Dr. Nut est allé interroger Antoine en prison, à Aix. Il est devenu un homme aux cheveux gris, au visage dur, à la musculature saillante de ceux qui ont tout le temps en prison de faire de l’exercice. Il a été sidéré d’apprendre que Dr. Nut croyait en son innocence. Il lui a donc à nouveau raconté son histoire, alors qu’il refusait de parler à quiconque depuis sa lourde condamnation.
« Elle n’est jamais arrivée chez moi. Elle m’avait appelé au dernier moment pour me prévenir qu’elle arriverait avec deux ou trois jours de retard, un truc à finir à l’agence. Je me souviens, on s’est engueulé car je l’attendais pour fêter son diplôme et j’avais tout préparé. Je lui ai dit « je commence à en avoir marre de ton architecte et de ton architecture, de toute façon si c’est pour bosser à Guéret pour le reste de ta vie, ce n’est pas la peine de te prendre la tête ». Puis j’ai bu toute la soirée, pour me retrouver dans une sorte de stupeur.

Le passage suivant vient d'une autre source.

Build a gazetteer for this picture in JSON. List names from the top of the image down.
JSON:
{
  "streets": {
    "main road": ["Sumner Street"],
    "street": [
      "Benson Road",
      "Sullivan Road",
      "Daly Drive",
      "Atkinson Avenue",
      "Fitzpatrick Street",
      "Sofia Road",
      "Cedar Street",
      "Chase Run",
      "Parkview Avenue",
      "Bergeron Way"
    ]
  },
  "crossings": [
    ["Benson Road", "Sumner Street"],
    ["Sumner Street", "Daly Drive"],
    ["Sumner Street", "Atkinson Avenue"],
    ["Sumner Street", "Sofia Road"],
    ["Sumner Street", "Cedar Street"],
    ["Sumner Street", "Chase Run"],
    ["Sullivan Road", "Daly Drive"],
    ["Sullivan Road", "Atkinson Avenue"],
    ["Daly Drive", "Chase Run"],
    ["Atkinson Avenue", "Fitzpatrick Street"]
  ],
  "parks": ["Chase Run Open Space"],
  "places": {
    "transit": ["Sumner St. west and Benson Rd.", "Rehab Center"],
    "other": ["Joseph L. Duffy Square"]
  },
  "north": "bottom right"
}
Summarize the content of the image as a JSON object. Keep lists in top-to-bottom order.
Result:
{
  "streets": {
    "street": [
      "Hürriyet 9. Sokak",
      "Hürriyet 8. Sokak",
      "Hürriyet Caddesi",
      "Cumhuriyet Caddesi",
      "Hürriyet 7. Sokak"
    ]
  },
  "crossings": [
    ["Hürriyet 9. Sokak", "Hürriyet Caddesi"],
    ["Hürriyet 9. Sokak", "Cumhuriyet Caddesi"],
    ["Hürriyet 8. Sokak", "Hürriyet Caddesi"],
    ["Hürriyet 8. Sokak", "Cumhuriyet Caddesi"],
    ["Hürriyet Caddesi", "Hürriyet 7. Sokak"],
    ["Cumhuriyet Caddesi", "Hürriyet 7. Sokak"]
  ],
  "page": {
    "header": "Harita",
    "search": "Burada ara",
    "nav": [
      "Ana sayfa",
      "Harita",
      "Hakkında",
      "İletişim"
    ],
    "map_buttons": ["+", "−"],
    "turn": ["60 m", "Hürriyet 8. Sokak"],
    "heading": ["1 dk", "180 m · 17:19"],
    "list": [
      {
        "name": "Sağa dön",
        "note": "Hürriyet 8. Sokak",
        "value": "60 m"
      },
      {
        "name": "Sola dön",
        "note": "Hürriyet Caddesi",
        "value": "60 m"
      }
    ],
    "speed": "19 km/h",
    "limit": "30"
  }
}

Je ne me souviens de rien. Ce qui était bizarre puisque ce ne m’était jamais arrivé. A mon réveil, la maison était en vrac comme s’il y avait eu une bagarre, des traces de son passage partout. Je sais pourtant qu’elle n’est jamais venue. C’est la police qui est venue. Personne ne m’a cru à cause de ma réputation mais je ne l’aurais jamais touché ». « Je vais t’aider car je pense connaître le coupable », lui dit Dr. Nut comme il s’apprêtait à lui montrer la photo de Dubois. Mais, à sa grande surprise, Antoine s’est récrié brutalement. « Non, surtout ne faites rien, je dois sortir en liberté conditionnelle dans huit jours. C’est une vieille histoire maintenant et je ne veux pas être celui qui remue tout ça, c’est trop douloureux. Si vous connaissez le coupable, quand vous l’aurez attrapé, si vous l’attrapez parce que ça fait un moment que j’attends, il sera toujours temps alors de réhabiliter mon nom mais d’ici là je ne veux pas la moindre vague, pas un mot, rien, je vous en prie, pas à huit jours de sortir ». L’inspecteur Nutello avait promis, évidemment.
Sur ce, Antoine apportait à Dr. Nut une autre certitude qui mettait de l’eau à son moulin : l’architecte préparait minutieusement certains de ses assassinats, du moins à l’époque, car ce meurtre était sans aucun doute prémédité. Et comment ! Pour autant, toujours sans preuve, l’inspecteur n’est pas plus avancé.